**What to work on**
Please restate the material below word for word, from the first line through the one that contains "Where are all", inclusive.

**Available records**
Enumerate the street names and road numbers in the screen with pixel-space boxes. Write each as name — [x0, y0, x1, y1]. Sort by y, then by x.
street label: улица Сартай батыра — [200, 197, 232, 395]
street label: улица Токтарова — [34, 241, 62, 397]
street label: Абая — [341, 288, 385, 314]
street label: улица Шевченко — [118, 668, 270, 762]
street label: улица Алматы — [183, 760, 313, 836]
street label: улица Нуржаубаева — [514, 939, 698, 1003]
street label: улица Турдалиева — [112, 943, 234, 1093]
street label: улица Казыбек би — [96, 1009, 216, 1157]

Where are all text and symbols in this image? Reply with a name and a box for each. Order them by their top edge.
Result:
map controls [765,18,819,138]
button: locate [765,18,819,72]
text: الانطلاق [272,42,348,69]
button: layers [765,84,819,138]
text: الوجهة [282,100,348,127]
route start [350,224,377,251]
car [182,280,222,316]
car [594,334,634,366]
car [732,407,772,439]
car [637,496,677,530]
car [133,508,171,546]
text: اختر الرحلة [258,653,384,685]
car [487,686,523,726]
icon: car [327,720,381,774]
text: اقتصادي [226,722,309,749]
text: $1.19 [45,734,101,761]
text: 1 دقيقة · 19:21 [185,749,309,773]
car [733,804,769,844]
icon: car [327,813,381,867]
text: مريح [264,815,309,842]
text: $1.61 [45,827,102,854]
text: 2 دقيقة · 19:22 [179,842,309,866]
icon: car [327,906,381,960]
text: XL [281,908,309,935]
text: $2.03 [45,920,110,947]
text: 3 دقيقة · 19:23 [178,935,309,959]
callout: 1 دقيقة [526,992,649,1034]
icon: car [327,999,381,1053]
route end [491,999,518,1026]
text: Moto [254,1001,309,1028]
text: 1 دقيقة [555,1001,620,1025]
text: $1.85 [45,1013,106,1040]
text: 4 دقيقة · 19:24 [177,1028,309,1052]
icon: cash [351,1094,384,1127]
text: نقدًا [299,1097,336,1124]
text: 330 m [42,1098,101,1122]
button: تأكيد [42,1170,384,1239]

**Result of this task**
Enumerate the street names and road numbers in the screen with pixel-space boxes. Write each as name — [x0, y0, x1, y1]. Sort by y, then by x.
street label: улица Сартай батыра — [200, 197, 232, 395]
street label: улица Токтарова — [34, 241, 62, 397]
street label: Абая — [341, 288, 385, 314]
street label: улица Шевченко — [118, 668, 270, 762]
street label: улица Алматы — [183, 760, 313, 836]
street label: улица Нуржаубаева — [514, 939, 698, 1003]
street label: улица Турдалиева — [112, 943, 234, 1093]
street label: улица Казыбек би — [96, 1009, 216, 1157]

Where are all text and symbols in this image? Reply with a name and a box for each. Order them by their top edge.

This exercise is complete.